Under the plan unveiled on Thursday by newly elected prime minister Kiril Petkov, Bulgaria will hand each retiree a cash payment of 75 levs (£32) for getting a Covid vaccine.

Mr Petkov, a 41-year-old Harvard University-educated entrepreneur, has vowed to boost jab rates across the country of 7 million, which has the lowest Covid vaccination and highest death rates of any nation in the European Union.

Only 27 per cent of Bulgaria’s adult population is fully inoculated, while at least 30,359 people in the nation have died from the virus so far.

"Our government’s priority is not to have as many people dying from Covid, but to ease the pressure on hospitals and mainly to protect our elderly who are most at risk," Mr Petkov said.

Bulgaria hopes the new incentive, a hefty sum for a country where the minimum monthly wage is about £263, will encourage 300,000 Bulgarians over the age of 65 to get vaccinated by the end of January.
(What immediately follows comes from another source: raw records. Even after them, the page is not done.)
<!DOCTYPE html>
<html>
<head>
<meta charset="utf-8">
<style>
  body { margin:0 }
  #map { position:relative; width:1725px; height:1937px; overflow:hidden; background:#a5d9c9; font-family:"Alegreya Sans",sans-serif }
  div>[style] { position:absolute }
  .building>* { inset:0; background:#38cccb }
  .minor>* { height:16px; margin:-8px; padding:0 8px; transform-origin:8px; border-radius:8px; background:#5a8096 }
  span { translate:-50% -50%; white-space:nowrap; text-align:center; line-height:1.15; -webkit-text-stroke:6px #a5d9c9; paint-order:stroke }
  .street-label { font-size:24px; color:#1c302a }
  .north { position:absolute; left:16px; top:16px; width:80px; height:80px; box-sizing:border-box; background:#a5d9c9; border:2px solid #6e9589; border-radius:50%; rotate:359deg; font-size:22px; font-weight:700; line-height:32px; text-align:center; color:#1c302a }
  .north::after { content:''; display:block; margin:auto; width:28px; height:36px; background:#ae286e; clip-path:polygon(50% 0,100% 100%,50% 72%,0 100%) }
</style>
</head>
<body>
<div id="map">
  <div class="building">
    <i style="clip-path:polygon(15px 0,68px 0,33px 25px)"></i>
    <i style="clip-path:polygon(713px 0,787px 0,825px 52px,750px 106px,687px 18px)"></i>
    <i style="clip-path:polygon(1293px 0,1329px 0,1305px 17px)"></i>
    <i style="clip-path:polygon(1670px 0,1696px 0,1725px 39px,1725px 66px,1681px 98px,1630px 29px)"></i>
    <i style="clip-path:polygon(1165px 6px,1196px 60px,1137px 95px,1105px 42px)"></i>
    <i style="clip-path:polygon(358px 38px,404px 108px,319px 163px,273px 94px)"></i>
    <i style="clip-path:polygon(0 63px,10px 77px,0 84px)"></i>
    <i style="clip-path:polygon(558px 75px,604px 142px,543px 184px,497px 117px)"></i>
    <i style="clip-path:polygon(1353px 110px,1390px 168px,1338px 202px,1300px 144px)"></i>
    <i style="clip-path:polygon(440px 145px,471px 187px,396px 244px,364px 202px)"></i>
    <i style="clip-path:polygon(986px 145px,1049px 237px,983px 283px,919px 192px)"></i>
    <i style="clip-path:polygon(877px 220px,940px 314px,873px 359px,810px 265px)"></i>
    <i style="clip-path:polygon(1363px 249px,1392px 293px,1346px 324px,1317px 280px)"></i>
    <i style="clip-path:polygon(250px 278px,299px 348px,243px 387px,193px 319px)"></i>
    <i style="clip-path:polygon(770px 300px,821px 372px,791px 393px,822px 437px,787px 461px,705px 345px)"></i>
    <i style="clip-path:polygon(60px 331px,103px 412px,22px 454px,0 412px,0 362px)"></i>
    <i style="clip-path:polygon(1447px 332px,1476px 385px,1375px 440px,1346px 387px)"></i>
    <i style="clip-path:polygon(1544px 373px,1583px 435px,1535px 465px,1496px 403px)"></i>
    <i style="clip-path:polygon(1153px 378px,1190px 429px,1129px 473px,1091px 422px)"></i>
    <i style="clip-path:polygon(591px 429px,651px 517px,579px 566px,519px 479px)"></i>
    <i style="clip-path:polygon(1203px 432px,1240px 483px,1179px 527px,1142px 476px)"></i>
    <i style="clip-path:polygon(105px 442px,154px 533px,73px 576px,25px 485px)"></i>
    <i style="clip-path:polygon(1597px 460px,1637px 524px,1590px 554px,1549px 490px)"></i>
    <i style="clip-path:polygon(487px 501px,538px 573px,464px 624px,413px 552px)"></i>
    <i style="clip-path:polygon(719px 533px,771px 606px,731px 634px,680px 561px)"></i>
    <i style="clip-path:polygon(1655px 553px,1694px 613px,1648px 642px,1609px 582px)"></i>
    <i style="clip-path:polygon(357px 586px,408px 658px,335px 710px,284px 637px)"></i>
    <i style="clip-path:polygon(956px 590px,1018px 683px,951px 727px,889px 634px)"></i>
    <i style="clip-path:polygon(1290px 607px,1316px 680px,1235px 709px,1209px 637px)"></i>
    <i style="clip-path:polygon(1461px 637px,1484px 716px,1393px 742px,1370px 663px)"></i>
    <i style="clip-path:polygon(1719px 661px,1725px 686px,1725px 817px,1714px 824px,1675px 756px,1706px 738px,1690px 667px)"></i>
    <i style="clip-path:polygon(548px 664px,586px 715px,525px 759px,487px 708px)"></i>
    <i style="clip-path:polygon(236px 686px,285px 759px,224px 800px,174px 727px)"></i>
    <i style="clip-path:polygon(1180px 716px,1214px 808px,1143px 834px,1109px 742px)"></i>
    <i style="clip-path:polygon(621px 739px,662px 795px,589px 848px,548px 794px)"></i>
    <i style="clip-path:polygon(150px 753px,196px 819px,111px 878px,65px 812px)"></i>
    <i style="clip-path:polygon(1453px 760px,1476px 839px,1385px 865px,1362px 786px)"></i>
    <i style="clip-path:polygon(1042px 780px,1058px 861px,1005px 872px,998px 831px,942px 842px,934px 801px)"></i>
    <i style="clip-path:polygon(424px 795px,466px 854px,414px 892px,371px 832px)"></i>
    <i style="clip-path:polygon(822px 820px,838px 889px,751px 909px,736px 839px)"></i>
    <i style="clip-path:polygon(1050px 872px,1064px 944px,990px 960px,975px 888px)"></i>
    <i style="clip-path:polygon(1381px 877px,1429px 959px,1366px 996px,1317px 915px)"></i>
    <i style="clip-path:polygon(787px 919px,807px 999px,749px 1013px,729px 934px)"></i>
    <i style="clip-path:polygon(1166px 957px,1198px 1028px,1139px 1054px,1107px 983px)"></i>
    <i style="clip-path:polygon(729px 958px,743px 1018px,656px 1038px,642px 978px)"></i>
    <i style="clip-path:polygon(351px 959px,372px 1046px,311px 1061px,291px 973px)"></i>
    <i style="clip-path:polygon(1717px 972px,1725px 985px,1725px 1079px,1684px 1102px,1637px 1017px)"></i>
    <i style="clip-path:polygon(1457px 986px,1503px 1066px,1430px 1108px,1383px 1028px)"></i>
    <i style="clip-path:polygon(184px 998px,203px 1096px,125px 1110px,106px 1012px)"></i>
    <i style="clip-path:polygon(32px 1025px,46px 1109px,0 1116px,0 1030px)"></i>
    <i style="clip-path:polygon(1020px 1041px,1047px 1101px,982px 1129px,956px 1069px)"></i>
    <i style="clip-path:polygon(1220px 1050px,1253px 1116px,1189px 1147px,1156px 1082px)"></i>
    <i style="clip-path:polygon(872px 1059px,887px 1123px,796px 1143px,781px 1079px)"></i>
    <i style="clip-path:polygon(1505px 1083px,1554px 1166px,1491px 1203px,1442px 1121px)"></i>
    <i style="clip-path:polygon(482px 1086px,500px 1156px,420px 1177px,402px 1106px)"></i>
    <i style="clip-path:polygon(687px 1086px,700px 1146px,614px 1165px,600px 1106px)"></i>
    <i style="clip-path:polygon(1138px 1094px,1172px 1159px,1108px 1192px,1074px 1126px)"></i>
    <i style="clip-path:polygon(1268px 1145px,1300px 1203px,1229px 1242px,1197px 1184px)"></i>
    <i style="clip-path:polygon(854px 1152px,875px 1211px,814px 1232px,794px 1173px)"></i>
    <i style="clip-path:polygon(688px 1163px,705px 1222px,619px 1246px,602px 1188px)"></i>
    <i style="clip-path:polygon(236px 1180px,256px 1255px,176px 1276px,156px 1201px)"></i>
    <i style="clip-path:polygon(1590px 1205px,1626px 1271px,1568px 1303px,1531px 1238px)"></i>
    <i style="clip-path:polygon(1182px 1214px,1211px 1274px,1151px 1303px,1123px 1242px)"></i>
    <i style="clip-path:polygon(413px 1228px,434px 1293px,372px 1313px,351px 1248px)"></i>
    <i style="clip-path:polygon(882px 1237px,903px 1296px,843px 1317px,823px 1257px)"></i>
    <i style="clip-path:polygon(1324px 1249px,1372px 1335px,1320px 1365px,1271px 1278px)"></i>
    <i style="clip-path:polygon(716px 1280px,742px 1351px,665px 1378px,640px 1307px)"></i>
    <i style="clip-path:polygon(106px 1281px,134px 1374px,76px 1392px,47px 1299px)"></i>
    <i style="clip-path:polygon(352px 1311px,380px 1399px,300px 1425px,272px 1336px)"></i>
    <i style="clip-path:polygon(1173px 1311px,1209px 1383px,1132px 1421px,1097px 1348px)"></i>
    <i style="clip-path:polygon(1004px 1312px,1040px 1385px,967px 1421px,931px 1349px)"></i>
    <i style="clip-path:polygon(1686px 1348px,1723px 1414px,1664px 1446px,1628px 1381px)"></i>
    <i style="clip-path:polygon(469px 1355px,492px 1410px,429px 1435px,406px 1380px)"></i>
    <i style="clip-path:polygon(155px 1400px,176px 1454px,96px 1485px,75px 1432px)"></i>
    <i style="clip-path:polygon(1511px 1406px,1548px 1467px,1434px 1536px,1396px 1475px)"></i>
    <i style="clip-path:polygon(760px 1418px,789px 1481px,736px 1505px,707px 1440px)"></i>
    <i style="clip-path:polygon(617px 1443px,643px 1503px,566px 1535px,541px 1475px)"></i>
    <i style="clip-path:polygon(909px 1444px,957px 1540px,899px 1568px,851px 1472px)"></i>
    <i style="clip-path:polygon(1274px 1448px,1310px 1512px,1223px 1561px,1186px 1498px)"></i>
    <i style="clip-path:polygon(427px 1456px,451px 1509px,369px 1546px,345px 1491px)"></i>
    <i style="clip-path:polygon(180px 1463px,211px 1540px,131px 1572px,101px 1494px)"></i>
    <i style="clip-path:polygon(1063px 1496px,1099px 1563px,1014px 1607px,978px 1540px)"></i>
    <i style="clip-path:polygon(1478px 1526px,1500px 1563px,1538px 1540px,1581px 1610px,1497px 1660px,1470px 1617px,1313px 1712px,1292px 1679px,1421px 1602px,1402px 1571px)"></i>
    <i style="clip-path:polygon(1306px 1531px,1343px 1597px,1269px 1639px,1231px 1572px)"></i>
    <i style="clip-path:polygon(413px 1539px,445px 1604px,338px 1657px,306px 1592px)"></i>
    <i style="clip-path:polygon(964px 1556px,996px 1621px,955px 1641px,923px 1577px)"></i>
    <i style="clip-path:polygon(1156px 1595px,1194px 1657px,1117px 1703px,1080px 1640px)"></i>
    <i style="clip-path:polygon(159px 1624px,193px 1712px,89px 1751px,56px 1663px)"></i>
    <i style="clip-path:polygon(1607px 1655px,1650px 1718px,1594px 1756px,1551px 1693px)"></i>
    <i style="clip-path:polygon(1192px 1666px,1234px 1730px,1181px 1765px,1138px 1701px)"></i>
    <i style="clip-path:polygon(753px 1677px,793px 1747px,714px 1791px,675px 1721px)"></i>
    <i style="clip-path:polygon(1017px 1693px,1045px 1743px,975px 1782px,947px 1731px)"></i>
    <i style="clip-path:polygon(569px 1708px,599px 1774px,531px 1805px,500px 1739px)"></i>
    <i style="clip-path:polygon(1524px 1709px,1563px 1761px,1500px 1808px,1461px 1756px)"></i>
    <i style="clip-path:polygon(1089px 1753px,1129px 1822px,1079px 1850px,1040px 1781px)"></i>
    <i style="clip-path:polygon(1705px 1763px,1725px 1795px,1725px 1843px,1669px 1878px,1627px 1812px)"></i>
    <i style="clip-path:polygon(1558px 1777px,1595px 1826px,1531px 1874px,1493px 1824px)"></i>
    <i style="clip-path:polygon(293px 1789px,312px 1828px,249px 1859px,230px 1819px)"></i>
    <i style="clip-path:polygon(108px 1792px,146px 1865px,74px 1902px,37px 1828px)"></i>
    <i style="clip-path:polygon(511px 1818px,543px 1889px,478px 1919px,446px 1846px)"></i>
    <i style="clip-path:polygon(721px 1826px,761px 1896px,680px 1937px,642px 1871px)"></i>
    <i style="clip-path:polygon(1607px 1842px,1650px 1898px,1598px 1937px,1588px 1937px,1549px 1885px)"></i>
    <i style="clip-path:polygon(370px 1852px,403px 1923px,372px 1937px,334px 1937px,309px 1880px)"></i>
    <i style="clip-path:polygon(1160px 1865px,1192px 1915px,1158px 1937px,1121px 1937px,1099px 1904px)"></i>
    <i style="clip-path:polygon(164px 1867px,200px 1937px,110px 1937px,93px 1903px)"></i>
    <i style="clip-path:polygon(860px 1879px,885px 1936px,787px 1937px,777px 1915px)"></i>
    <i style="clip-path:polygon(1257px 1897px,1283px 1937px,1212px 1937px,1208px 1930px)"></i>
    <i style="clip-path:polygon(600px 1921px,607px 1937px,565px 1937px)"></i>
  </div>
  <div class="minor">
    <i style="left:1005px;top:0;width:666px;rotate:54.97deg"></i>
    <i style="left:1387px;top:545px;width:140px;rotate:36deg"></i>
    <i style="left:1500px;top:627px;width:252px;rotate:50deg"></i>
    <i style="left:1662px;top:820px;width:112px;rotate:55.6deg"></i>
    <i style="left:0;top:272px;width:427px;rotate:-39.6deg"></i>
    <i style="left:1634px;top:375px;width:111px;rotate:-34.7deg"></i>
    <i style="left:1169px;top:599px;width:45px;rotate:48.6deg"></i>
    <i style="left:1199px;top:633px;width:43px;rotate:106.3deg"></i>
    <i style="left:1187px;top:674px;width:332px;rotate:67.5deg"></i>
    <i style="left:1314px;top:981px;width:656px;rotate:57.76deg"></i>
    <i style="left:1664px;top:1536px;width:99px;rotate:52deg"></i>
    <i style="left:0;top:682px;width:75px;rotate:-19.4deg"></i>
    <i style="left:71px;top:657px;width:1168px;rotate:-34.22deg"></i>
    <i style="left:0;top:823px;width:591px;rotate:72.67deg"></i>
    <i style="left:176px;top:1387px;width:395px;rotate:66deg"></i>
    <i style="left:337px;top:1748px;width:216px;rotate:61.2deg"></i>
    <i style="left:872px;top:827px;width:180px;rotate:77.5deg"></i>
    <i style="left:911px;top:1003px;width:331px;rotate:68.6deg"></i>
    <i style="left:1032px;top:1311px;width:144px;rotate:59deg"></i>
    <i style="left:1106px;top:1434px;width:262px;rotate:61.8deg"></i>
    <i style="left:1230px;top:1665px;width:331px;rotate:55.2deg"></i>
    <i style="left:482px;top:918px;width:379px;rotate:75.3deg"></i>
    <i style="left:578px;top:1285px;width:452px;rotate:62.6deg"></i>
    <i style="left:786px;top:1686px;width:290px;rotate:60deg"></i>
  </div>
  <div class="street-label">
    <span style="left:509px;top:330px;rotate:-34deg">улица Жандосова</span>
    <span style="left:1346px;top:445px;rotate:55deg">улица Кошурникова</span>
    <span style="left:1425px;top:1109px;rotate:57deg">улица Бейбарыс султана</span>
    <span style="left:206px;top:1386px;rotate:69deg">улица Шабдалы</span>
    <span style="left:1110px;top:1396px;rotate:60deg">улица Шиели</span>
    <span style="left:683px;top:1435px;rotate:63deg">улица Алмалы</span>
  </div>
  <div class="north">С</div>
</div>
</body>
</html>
The payments, which will begin on 1 January and extend until 30 June, are retroactive and could be collected by pensioners who have already been fully inoculated.

Mr Petkov, elected as the head of a coalition government last month, told Politico he hopes to get half of Bulgarians inoculated by April. Strategies include hiring marketing firms to come up with promotional schemes and making a trusted virologist, Radka Argirova, the face of the vaccination programme.

“I want to make her the Dr Fauci of Bulgaria,” he told Politico, referring to the US’s chief medical adviser.

In his TV appearance, the Bulgarian prime minister warned that the dismal vaccination rates could discourage tourism and investment.

He and Ms Arigova cautioned that the country was at risk of becoming a “Covid ghetto” according to a video distributed to the media.

A combination of government mistrust and misinformation has fuelled vaccine hesitancy in Bulgaria and other eastern European countries, which have struggled to encourage their populations to get vaccinated. Ukraine has also offered a cash incentive to encourage jab uptake.

"We want to be a normal European country with vaccination rates that are comparable to the rest of Europe,” Mr Petkov said. “And that depends on each of us.”